• _Data for this exercise_
──────────────────────────────

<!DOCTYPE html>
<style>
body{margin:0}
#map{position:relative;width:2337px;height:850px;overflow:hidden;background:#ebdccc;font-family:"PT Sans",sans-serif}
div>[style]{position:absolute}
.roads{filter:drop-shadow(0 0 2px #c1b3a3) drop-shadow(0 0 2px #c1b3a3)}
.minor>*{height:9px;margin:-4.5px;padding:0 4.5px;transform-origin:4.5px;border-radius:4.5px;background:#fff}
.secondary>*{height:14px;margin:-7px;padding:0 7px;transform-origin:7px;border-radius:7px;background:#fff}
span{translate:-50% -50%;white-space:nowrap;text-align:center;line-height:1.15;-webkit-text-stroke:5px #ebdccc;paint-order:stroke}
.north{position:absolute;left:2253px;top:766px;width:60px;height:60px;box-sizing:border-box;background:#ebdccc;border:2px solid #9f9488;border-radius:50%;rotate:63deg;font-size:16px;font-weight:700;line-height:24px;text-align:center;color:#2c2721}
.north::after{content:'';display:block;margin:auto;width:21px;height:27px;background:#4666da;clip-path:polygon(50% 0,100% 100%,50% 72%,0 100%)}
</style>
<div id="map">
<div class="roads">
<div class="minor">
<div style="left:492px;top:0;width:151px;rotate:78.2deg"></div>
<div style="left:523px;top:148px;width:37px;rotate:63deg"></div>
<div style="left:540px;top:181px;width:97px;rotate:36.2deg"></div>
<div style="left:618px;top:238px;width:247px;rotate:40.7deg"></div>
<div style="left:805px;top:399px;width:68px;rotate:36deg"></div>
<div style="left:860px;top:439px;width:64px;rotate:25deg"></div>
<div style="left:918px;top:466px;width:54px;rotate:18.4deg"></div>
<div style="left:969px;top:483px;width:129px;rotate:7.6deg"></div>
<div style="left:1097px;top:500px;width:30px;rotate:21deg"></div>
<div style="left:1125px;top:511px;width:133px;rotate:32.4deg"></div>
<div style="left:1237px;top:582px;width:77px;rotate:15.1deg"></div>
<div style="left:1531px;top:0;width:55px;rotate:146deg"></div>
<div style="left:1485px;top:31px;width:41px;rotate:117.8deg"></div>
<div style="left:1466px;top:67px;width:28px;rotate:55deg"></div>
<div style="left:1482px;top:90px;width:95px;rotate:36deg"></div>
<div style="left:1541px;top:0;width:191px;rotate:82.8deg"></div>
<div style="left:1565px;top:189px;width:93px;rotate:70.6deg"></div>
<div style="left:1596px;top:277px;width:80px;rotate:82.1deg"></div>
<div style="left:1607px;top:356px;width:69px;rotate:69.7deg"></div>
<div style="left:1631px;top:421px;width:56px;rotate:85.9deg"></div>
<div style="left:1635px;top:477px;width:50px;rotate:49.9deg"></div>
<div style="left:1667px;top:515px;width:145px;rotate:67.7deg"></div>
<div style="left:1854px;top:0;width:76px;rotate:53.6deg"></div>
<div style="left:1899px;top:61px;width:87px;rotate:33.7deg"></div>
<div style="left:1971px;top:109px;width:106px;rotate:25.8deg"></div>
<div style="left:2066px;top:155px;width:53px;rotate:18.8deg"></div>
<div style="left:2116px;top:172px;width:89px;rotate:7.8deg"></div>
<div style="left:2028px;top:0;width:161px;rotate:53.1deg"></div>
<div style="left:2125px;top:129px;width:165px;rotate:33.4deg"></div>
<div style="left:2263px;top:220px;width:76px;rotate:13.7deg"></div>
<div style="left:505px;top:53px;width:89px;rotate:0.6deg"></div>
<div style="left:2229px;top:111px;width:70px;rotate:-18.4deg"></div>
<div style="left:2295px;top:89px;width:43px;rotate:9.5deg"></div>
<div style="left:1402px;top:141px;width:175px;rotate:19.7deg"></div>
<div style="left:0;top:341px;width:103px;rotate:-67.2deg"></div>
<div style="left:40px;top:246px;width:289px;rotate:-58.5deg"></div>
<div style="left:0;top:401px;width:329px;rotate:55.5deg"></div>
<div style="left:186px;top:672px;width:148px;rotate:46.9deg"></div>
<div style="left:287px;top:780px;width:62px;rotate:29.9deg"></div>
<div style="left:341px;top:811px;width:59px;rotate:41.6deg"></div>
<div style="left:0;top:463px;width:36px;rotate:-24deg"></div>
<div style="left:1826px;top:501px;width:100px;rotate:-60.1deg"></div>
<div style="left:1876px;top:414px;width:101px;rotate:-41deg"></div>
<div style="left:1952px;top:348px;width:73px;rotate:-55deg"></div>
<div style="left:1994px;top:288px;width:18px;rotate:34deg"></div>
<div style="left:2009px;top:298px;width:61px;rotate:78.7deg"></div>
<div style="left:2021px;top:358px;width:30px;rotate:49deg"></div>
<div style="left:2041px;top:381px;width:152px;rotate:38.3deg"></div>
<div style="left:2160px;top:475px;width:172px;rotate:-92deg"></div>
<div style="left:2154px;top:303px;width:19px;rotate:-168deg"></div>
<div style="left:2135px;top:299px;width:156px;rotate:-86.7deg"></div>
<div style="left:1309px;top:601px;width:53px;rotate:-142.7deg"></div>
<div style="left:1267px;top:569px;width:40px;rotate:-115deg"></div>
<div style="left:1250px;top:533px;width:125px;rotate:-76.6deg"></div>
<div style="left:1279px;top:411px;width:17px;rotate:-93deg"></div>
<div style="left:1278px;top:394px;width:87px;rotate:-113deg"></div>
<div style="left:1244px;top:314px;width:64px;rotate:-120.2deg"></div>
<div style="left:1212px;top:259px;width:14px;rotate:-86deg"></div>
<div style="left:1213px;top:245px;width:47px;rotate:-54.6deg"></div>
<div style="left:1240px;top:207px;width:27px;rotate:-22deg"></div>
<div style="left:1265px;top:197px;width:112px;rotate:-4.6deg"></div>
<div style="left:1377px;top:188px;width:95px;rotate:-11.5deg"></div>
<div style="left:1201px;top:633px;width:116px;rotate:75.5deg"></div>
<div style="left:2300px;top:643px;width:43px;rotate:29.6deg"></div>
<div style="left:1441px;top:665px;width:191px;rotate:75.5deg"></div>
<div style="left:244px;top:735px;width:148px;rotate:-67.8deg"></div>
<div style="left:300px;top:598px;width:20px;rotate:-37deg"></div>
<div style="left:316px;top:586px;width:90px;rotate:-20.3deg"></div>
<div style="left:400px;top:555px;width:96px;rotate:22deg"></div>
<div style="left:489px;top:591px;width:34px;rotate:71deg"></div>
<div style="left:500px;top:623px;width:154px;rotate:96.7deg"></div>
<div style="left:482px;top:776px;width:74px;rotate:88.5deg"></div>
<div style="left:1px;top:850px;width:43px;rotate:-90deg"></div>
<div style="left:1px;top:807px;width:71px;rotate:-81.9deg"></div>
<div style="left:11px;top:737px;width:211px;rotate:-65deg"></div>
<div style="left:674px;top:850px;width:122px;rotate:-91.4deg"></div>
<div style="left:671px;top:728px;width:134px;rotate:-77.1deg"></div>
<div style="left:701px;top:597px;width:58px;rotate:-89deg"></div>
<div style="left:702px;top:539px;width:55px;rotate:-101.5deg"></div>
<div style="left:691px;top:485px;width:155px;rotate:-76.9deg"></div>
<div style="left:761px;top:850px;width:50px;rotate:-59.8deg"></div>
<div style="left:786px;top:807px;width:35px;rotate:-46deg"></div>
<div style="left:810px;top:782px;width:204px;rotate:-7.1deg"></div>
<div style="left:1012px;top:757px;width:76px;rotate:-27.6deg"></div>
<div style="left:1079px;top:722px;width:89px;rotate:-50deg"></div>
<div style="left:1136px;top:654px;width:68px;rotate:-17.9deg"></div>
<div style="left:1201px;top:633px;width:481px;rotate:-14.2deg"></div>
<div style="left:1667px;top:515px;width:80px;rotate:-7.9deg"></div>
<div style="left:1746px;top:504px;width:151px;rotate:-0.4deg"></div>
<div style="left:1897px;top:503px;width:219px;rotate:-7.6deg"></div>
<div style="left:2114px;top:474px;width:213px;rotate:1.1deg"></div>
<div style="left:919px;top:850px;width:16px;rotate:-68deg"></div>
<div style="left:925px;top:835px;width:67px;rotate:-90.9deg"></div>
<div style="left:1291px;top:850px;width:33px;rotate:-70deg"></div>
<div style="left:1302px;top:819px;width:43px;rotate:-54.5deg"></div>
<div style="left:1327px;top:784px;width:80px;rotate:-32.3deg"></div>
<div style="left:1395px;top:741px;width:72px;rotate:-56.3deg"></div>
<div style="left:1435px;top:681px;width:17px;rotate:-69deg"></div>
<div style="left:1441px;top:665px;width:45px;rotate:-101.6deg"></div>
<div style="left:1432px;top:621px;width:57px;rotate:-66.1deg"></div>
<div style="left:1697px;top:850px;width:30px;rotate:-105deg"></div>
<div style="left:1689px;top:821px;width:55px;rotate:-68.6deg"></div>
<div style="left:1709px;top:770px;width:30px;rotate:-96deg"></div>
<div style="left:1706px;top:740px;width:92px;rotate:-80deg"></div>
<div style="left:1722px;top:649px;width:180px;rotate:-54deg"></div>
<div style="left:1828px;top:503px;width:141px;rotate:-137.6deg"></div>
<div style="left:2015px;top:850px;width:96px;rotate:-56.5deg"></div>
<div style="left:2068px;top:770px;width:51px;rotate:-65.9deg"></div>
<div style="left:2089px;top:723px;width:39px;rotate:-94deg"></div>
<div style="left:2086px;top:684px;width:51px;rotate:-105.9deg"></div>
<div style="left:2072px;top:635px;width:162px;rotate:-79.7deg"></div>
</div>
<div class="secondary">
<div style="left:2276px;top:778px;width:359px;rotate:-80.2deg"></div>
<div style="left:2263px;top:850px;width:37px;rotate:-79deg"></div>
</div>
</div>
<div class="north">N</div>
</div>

──────────────────────────────

• _Task to complete_
Once the line containing "2px #c1b3a3) drop-shadow(0" has been retyped, stop. Begin at the first line of the material and reproduce every line up to it exactly.

• _Exercise result_
<!DOCTYPE html>
<style>
body{margin:0}
#map{position:relative;width:2337px;height:850px;overflow:hidden;background:#ebdccc;font-family:"PT Sans",sans-serif}
div>[style]{position:absolute}
.roads{filter:drop-shadow(0 0 2px #c1b3a3) drop-shadow(0 0 2px #c1b3a3)}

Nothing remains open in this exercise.